A few months ago I was brain storming with two videographers over a project I have planned for this summer. As we sat there bouncing ideas back and forth, they asked me a question that still haunts me…
Now, at first look this question can be considered simple, or straight forward. But in the moment I realized that I was struggling to answer the question. My response was partially who I was before and who I wanted to become,…
I was asked, “who are you? If we took away you being a wife, a mother, a daughter, a friend, who are you,…?”
Automatically I said, “I am a leader, I am humble.” But they wanted a deeper answer, “When its just you, how do you spend your time, what do you do,… who are you.”
As easy as this question may sound. It was complex to me.
I wanted to say, I am a full -time mom, full-time wife, with a full-time job. I rarely have me time.

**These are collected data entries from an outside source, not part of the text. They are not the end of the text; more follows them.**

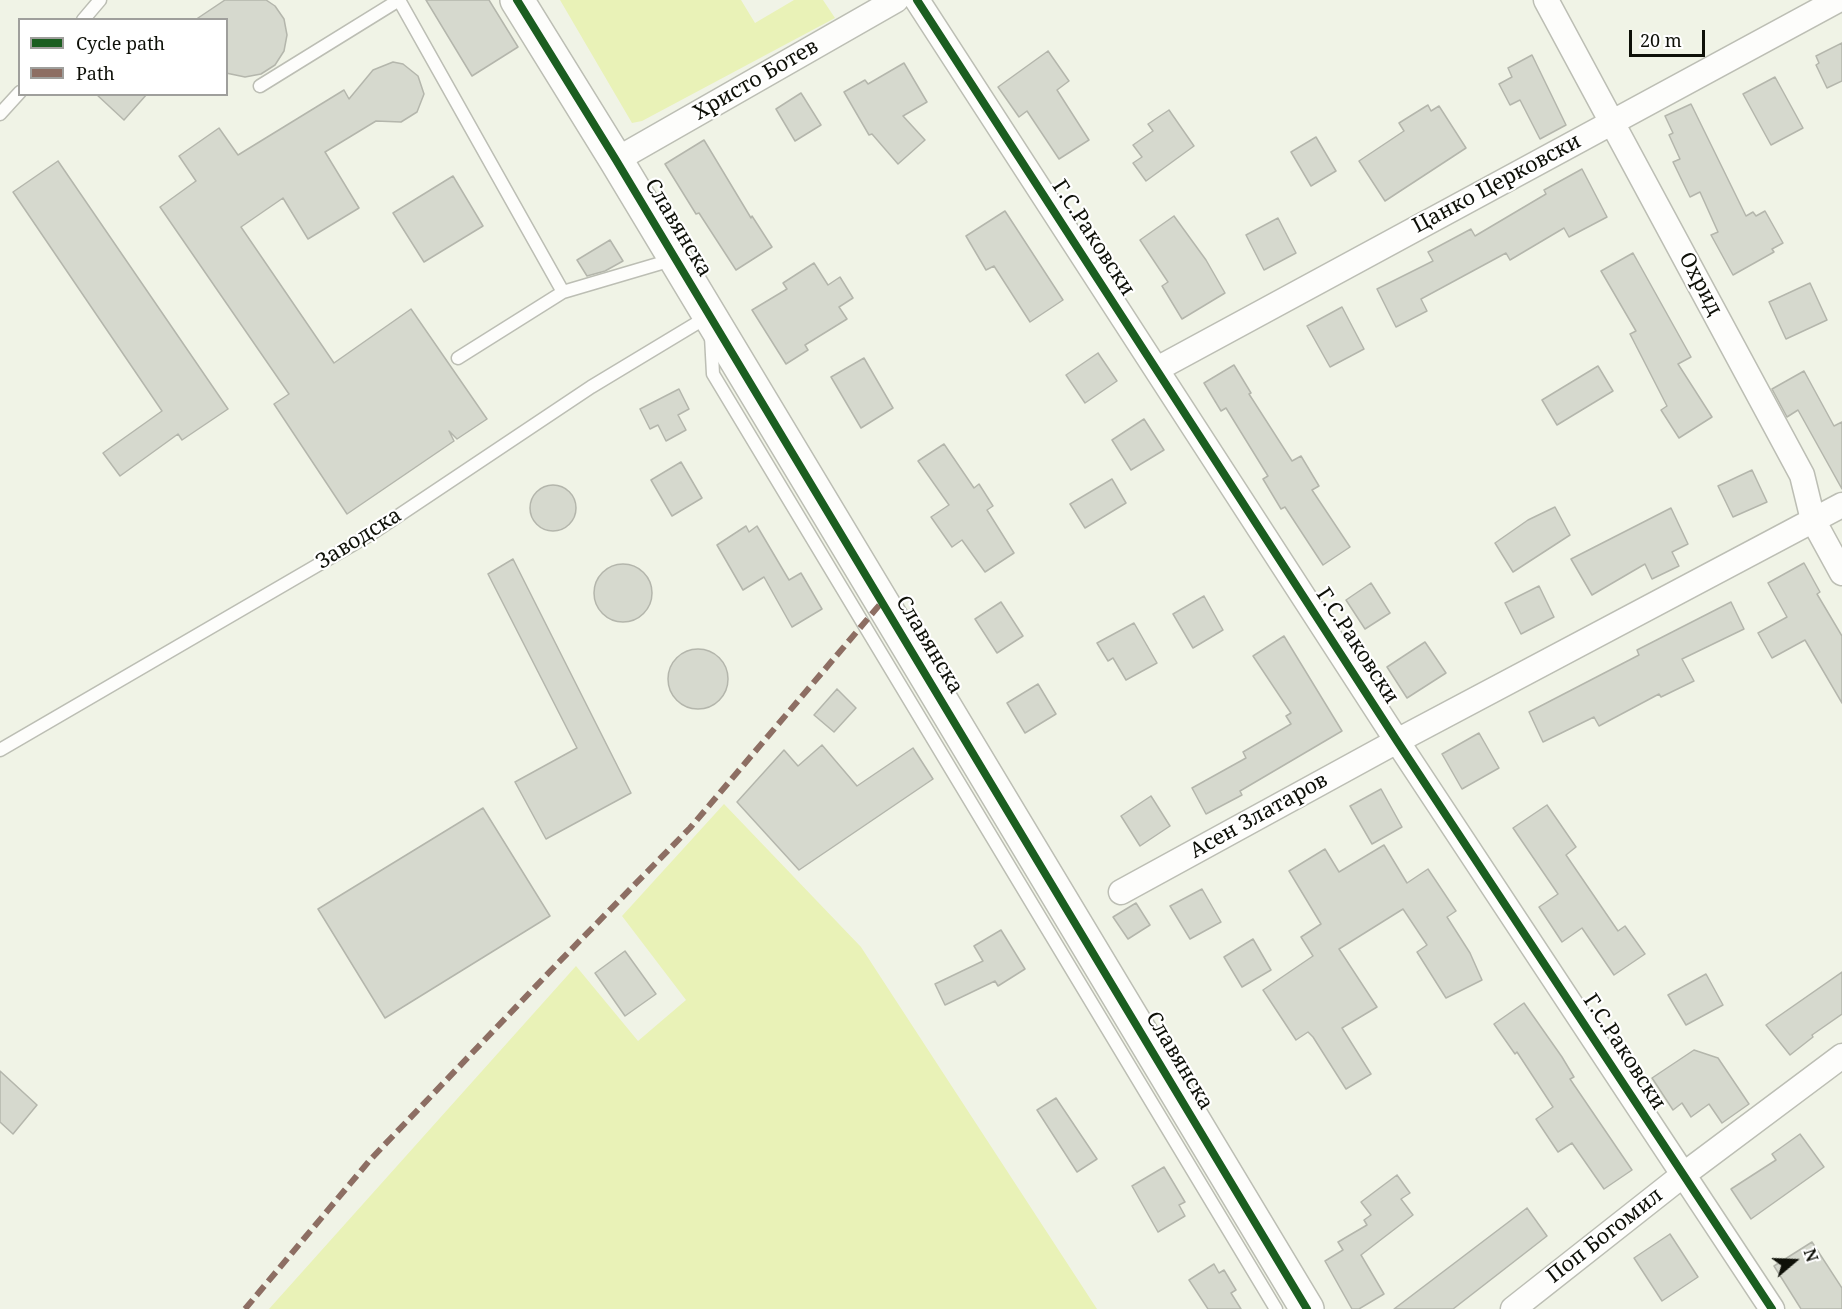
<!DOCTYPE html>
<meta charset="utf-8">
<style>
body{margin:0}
#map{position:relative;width:1842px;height:1309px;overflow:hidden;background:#f0f3e6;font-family:"Noto Serif",serif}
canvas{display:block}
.legend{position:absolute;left:18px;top:18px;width:210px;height:78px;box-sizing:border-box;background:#fff;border:2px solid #9f9f9c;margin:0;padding:8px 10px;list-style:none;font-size:18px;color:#0e1008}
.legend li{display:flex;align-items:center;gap:12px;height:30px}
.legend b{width:30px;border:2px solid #9f9f9c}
.north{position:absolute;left:1764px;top:1231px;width:60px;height:60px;-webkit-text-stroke:4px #fff;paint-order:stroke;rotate:71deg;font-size:16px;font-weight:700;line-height:24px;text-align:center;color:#0e1008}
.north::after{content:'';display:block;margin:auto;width:21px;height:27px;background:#0e1008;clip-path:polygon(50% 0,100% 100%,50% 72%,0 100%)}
.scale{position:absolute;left:1629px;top:30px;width:76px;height:27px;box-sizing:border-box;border:3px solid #0e1008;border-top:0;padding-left:8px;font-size:18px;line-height:21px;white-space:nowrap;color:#0e1008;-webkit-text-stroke:4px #fff;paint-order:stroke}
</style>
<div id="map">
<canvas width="1842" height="1309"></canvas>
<ul class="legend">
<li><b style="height:8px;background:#1b5e20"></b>Cycle path</li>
<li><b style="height:8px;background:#8d6e63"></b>Path</li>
</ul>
<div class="north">N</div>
<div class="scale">20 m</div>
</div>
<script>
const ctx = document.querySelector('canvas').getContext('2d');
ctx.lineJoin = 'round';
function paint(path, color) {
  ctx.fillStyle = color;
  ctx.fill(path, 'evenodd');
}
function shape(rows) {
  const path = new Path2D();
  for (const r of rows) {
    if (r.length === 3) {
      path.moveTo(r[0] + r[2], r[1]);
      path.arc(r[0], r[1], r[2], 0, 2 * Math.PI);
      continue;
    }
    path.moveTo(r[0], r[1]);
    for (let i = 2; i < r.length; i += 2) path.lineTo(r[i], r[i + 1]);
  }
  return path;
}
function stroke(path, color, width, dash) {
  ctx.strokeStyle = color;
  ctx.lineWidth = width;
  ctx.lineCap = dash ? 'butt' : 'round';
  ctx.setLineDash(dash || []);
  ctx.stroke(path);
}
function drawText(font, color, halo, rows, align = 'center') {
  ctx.font = font + ' "Noto Serif",serif';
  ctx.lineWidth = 4.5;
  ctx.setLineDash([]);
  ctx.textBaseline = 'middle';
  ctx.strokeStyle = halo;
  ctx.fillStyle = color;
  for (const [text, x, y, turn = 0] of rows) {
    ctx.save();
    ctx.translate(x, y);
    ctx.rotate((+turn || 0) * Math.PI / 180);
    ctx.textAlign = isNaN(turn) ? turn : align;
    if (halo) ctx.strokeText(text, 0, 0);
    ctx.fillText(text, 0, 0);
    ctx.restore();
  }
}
const green = shape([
 [560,0,741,0,755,23,794,0,823,0,835,18,642,121,632,123],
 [724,804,861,947,1097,1309,269,1309,576,966,638,1041,686,1000,622,916]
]);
const building = shape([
 [225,0,266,0,275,6,284,19,287,35,284,51,275,65,261,74,245,77,226,73,226,20,195,20,225,0],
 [426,0,489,0,518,47,472,76,426,0],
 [1842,43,1842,81,1827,88,1816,65,1819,63,1816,56,1842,43],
 [1048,51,1069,81,1057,90,1089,140,1059,159,1027,111,1019,117,998,87,1048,51],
 [1532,55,1566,125,1540,139,1520,100,1510,105,1499,84,1512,77,1508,68,1532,55],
 [393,62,403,64,418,76,424,94,417,112,401,122,376,121,325,152,359,208,308,239,283,198,241,227,334,363,411,309,487,419,457,439,449,431,454,441,347,514,274,404,289,394,160,207,196,181,179,156,219,128,238,155,344,90,349,99,373,70,393,62],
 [904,63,927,102,903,116,925,140,898,164,872,134,869,135,844,92,865,80,868,84,904,63],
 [1775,77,1803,128,1771,145,1743,94,1775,77],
 [801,93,821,125,795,141,776,109,801,93],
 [96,94,147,94,124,120,96,94],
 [1691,104,1746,216,1753,212,1756,216,1765,211,1783,243,1772,249,1774,252,1733,275,1711,235,1718,232,1700,192,1690,197,1673,162,1680,159,1669,135,1673,133,1665,116,1691,104],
 [1428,105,1431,111,1439,106,1466,148,1385,201,1359,161,1404,131,1399,123,1428,105],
 [1169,110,1194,146,1146,181,1133,163,1142,157,1133,145,1153,131,1148,124,1169,110],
 [1316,137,1336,171,1311,186,1291,152,1316,137],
 [704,140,751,218,752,216,772,247,736,270,699,213,696,214,665,164,704,140],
 [58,161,228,409,182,440,178,434,120,476,103,453,162,411,13,192,58,161],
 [1582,169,1607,217,1569,237,1564,228,1510,260,1506,253,1421,299,1427,311,1396,327,1377,289,1433,261,1428,252,1471,229,1475,236,1546,194,1544,190,1582,169],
 [453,176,483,226,424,262,393,213,453,176],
 [1005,211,1063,300,1030,322,994,266,986,270,966,236,1005,211],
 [1174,216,1206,260,1225,293,1182,319,1162,286,1168,282,1140,240,1174,216],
 [1278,218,1296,253,1264,270,1246,235,1278,218],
 [610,240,623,261,605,271,587,276,577,260,610,240],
 [1633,253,1691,357,1678,364,1712,417,1679,438,1661,410,1667,406,1630,334,1636,331,1601,271,1633,253],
 [814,263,828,285,840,277,853,298,839,307,847,319,805,345,808,350,786,364,752,310,787,289,783,283,814,263],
 [1810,283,1827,320,1786,339,1769,302,1810,283],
 [1342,307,1364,349,1330,367,1307,326,1342,307],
 [1098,353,1117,381,1085,403,1066,375,1098,353],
 [864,358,893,408,861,428,831,377,864,358],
 [1234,365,1251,393,1249,394,1292,461,1301,456,1319,486,1312,490,1350,547,1323,565,1285,507,1281,509,1263,479,1268,476,1226,408,1221,411,1204,383,1234,365],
 [1598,366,1613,391,1557,425,1542,400,1598,366],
 [1804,371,1834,426,1842,422,1842,489,1798,410,1787,417,1772,389,1804,371],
 [679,389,689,409,678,415,686,430,666,441,658,425,650,429,640,409,679,389],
 [1144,419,1164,450,1131,470,1112,440,1144,419],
 [944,444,974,488,979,484,993,506,987,510,1014,553,985,572,962,540,952,547,931,517,949,505,918,461,944,444],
 [681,462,702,498,672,516,651,480,681,462],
 [1752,470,1767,502,1733,517,1718,486,1752,470],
 [1112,479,1126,503,1085,528,1070,504,1112,479],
 [553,508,23],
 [1555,507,1570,535,1513,572,1495,543,1528,520,1555,507],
 [1671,508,1688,544,1672,552,1679,566,1652,579,1645,564,1592,595,1571,559,1671,508],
 [746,526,749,532,757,526,789,580,801,573,822,609,792,627,764,577,743,590,717,545,746,526],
 [513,559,631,793,546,839,515,782,577,748,488,574,513,559],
 [1804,563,1820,592,1817,594,1842,636,1842,703,1805,640,1772,658,1758,633,1787,617,1768,583,1804,563],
 [623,593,29],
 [1371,583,1390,613,1365,629,1346,600,1371,583],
 [1539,586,1554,617,1521,634,1505,603,1539,586],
 [1204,596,1223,630,1193,648,1173,614,1204,596],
 [1001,602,1023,636,997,653,975,619,1001,602],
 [1731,602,1744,629,1682,659,1694,681,1661,697,1659,694,1599,726,1594,717,1543,742,1529,712,1639,655,1637,650,1731,602],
 [1134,623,1157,663,1126,680,1113,658,1108,661,1097,643,1134,623],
 [1284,636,1342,731,1240,791,1242,795,1206,814,1192,788,1246,758,1243,752,1291,724,1286,716,1291,713,1253,656,1284,636],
 [1425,642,1446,673,1407,698,1387,667,1425,642],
 [698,679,30],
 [1038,684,1056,714,1025,733,1007,703,1038,684],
 [837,689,856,708,834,732,814,715,837,689],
 [1479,733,1499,768,1462,789,1442,754,1479,733],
 [822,745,857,786,913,748,933,779,799,870,737,802,784,750,798,766,822,745],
 [1381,789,1402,827,1372,844,1350,806,1381,789],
 [1151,796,1170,826,1140,846,1121,816,1151,796],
 [1547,805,1576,847,1566,855,1618,931,1625,926,1645,954,1614,975,1582,928,1562,942,1539,907,1558,894,1513,828,1547,805],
 [483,808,550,916,385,1018,318,909,483,808],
 [1384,845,1407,883,1428,869,1456,911,1447,917,1470,953,1482,980,1446,998,1417,952,1427,945,1403,909,1339,949,1377,1007,1342,1028,1371,1074,1346,1089,1313,1037,1308,1032,1296,1040,1263,990,1313,956,1301,937,1321,924,1289,871,1325,849,1339,872,1384,845],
 [1202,889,1221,922,1190,939,1170,906,1202,889],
 [1136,903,1150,925,1128,939,1113,917,1136,903],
 [1001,930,1025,969,998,986,995,981,945,1005,935,984,983,961,974,946,1001,930],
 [1253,939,1271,970,1242,987,1224,957,1253,939],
 [625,951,656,994,625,1016,595,973,625,951],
 [1842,972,1842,1014,1812,1035,1813,1037,1790,1055,1766,1025,1842,972],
 [1706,974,1723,1005,1686,1025,1668,995,1706,974],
 [1524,1003,1562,1057,1574,1077,1570,1079,1632,1170,1604,1189,1572,1143,1558,1152,1536,1119,1553,1107,1517,1052,1515,1054,1494,1024,1524,1003],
 [1694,1050,1718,1058,1749,1104,1722,1123,1709,1104,1691,1117,1682,1103,1673,1110,1652,1078,1694,1050],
 [0,1071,37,1105,13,1134,0,1122,0,1071],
 [1056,1098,1097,1159,1077,1172,1037,1110,1056,1098],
 [1800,1134,1824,1167,1751,1219,1731,1189,1776,1160,1772,1154,1800,1134],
 [1164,1167,1185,1202,1179,1205,1185,1216,1158,1232,1132,1186,1164,1167],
 [1397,1175,1410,1193,1401,1199,1413,1215,1361,1255,1384,1294,1359,1309,1352,1309,1325,1261,1343,1250,1338,1242,1367,1225,1364,1220,1371,1215,1361,1202,1397,1175],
 [1527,1208,1547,1236,1453,1309,1394,1309,1527,1208],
 [1670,1234,1698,1277,1662,1301,1634,1258,1670,1234],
 [1812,1242,1842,1288,1842,1309,1801,1309,1774,1266,1812,1242],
 [1214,1264,1219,1273,1224,1270,1236,1290,1231,1293,1241,1309,1208,1309,1189,1280,1214,1264]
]);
const lane = shape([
 [399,0,563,292,675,259],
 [83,20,100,0],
 [260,86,399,0],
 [0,114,20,92],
 [711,336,713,374,1276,1309],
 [458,358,563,292],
 [0,750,371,534,591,387,707,317]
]);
const street = shape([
 [917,0,1397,741,1772,1309],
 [1546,0,1802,475,1813,520,1842,573],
 [616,160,896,0],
 [1157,369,1838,0],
 [1121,892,1397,741,1842,505],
 [1513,1309,1683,1175,1842,1056]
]);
const secondary = shape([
 [517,0,616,160,1307,1309]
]);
const quiet = shape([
 [245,1309,370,1160,559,962,690,828,882,602]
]);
const cycleway = shape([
 [517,0,616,160,1307,1309],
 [917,0,1397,741,1772,1309]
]);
const streetNames = [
 ["Христо Ботев",756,80,-30],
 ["Цанко Церковски",1497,184,-28],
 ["Славянска",678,228,59],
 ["Г.С.Раковски",1093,238,57],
 ["Охрид",1700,284,62],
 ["Заводска",359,539,-32],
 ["Славянска",929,645,59],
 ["Г.С.Раковски",1357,646,57],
 ["Асен Златаров",1259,816,-29],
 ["Г.С.Раковски",1624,1052,57],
 ["Славянска",1179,1061,59],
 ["Поп Богомил",1605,1236,-38]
];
paint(green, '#e9f2b7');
paint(building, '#d6d9ce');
stroke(building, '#b4b6ac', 1.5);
stroke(lane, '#bcbeb4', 15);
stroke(street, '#bcbeb4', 27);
stroke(secondary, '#bcbeb4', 36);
stroke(lane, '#fdfdfb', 12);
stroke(street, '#fdfdfb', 24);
stroke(secondary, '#fdfdfb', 33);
stroke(quiet, '#8d6e63', 6, [12, 6]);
stroke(cycleway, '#1b5e20', 8);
drawText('21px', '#0e1008', '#fff', streetNames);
</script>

As the weeks went on, I kept questioning who I am. I knew who I wanted to be, but who am I? Imagining myself without my family was like imagining a fairy tale, simply unrealistic.
Then, it all came together. I can’t eliminate any part of me. I simply can not look at one part of my life without the other. They’re all connected, and its because of there connection that I am full. Full of life, full of love, and full of grace.
I’m sharing this story with you because life has a way of making us second guess ourselves. We each must understand that all of the layers of our lives are connected to help shape us to become who we are meant to be.
I hope that sharing my experiences and sharing your experiences that we both grow to reach our full potential!